_Entries shown_
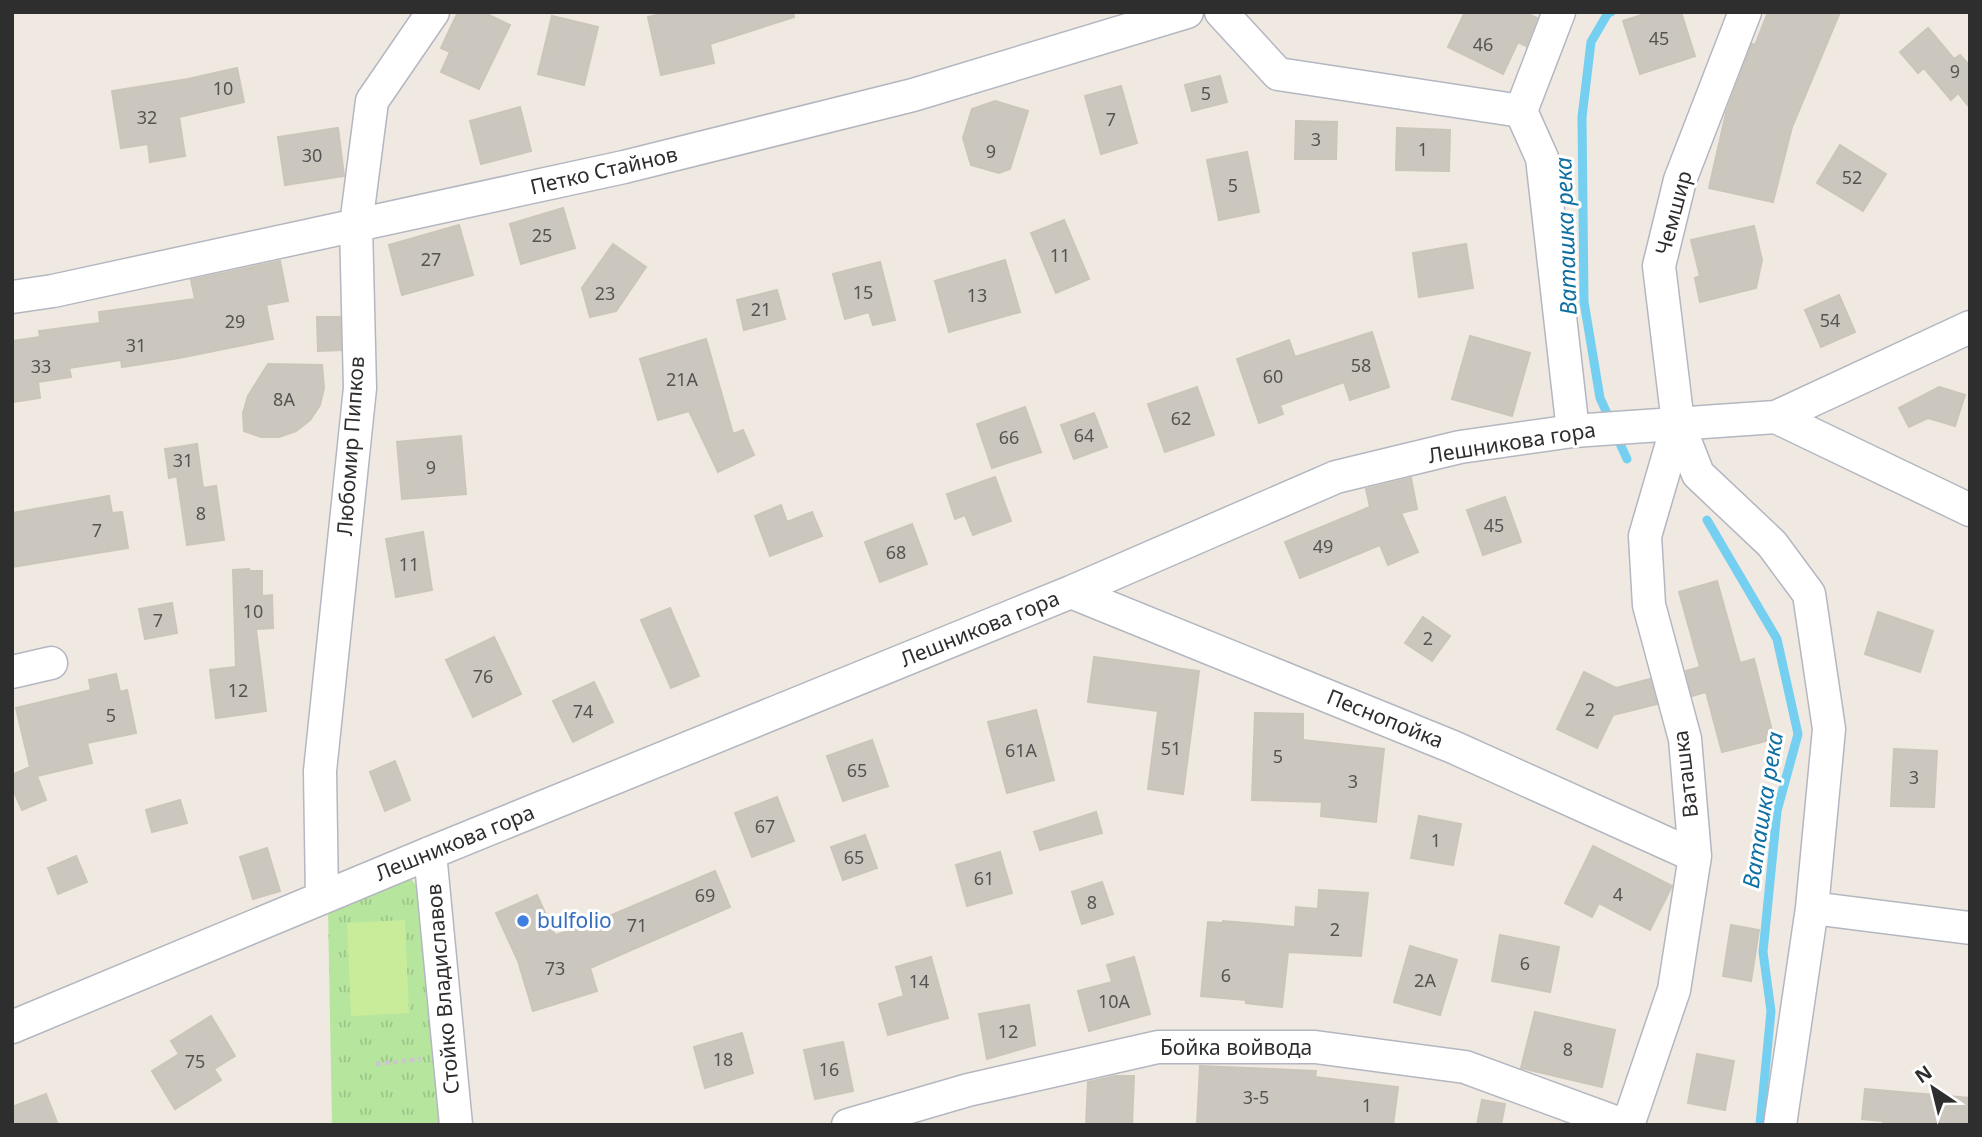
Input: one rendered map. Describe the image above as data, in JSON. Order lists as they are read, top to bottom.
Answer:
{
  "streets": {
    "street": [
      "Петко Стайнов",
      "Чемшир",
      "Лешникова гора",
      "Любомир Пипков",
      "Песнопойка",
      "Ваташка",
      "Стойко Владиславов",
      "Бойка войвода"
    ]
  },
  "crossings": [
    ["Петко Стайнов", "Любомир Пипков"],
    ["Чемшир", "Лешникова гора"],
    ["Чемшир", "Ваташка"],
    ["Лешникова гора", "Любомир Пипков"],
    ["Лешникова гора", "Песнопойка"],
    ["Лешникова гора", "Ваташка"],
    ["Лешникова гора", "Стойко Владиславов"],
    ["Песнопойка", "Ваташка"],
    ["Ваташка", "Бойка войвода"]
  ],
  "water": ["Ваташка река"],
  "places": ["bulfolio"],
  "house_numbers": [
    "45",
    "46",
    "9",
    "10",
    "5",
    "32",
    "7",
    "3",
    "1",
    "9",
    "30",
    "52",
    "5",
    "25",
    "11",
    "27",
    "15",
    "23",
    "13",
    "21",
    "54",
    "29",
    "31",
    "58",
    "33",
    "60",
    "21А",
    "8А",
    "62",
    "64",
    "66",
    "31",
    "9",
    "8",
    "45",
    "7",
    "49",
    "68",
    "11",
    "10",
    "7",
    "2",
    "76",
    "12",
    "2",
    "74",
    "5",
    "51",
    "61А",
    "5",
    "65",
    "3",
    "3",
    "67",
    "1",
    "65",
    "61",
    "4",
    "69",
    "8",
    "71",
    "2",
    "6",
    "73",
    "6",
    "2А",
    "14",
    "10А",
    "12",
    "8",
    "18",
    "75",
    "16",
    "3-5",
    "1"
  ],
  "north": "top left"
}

_What needs to be done_
A single figure is expected: the count of lines in the data above that include the word "Ваташка".

_Task answer_
6